- EXERCISE GOAL: Locate every line below that contains the word "Chemin" and copy it.

(Saved data entries)
---
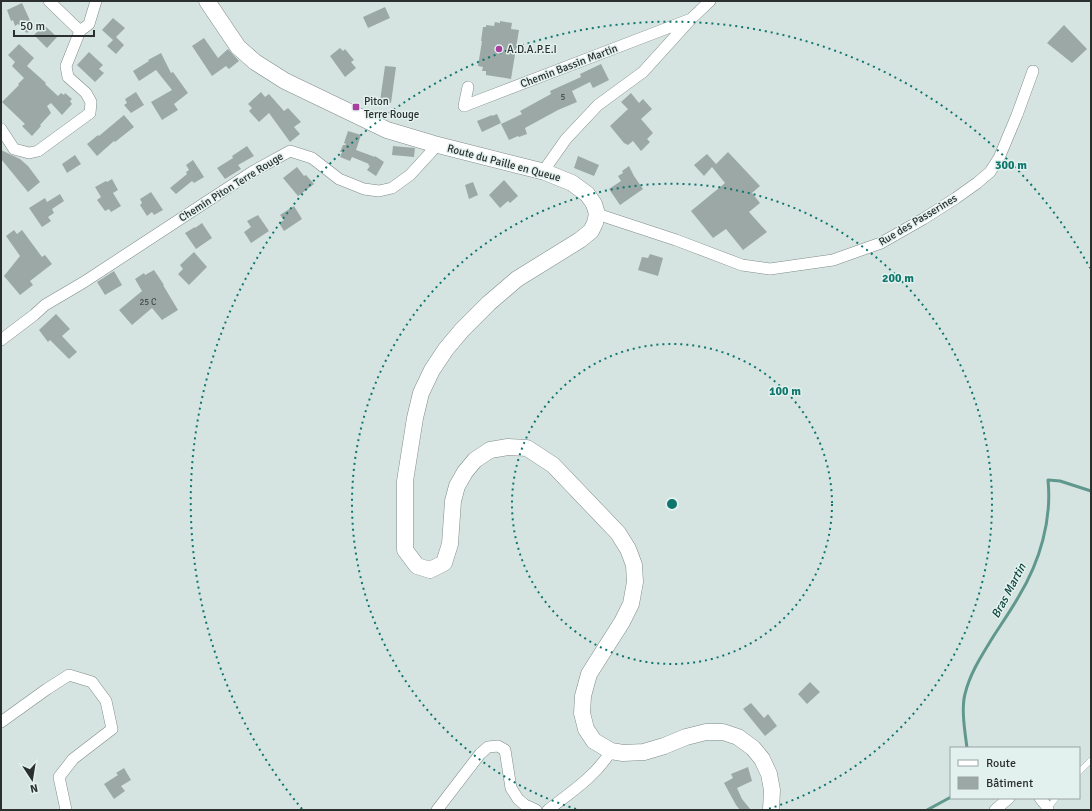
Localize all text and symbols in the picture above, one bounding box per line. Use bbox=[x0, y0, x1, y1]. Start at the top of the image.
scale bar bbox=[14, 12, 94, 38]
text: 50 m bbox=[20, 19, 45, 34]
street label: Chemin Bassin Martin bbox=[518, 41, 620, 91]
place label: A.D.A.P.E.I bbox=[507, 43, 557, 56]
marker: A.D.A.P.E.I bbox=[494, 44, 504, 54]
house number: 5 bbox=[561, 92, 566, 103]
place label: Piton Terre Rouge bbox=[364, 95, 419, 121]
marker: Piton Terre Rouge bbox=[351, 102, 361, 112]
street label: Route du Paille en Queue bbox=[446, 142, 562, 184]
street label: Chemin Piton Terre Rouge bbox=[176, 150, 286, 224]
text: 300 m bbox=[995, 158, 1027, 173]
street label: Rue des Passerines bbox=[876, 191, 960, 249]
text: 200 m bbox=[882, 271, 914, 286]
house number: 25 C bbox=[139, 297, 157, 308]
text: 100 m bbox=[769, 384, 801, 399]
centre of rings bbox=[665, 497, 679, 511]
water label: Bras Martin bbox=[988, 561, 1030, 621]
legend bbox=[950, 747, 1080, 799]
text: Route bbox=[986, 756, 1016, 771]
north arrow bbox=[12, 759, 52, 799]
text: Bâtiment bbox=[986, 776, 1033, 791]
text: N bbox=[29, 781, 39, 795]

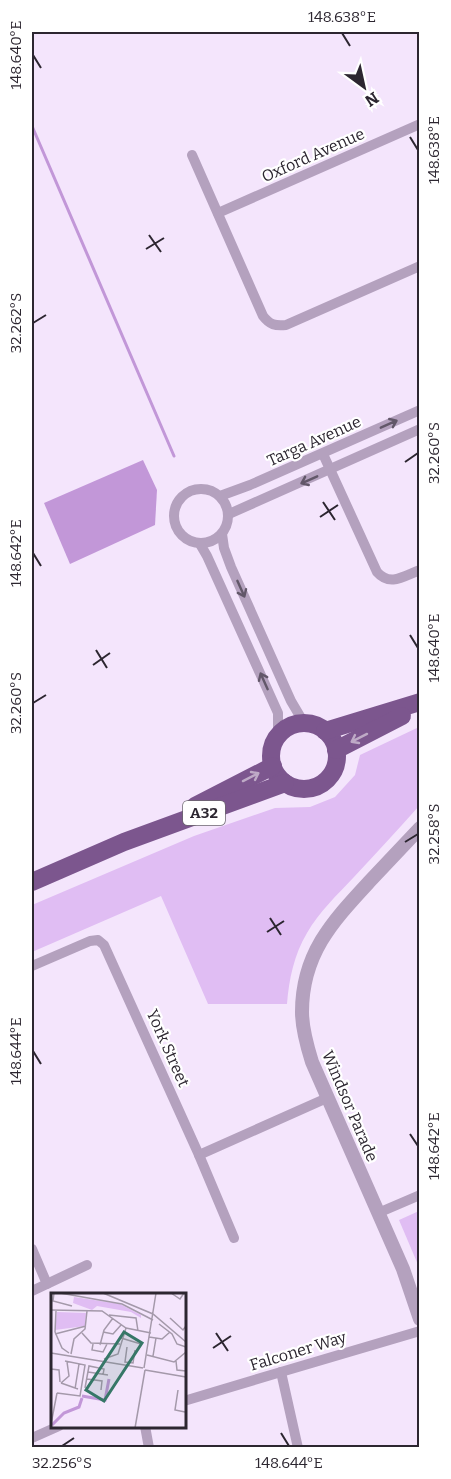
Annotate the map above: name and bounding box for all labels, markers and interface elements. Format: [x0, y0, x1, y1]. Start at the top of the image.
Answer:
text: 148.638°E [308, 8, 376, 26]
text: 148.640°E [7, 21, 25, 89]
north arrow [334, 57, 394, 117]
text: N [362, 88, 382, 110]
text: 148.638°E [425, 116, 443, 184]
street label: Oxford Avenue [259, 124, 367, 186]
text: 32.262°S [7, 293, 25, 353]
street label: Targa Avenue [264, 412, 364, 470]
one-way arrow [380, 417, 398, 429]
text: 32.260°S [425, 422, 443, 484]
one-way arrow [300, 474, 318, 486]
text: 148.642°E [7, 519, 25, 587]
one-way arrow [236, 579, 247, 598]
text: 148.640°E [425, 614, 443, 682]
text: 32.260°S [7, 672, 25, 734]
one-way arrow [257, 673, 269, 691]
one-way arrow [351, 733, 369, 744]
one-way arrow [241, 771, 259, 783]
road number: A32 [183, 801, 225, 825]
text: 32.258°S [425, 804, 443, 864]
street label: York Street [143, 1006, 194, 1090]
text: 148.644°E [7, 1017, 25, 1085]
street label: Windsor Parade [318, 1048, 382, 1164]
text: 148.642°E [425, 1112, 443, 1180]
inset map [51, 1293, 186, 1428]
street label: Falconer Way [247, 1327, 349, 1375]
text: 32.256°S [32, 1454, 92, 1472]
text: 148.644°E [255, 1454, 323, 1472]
---
- RESULT OF THIS TASK:
street label: Chemin Bassin Martin bbox=[518, 41, 620, 91]
street label: Chemin Piton Terre Rouge bbox=[176, 150, 286, 224]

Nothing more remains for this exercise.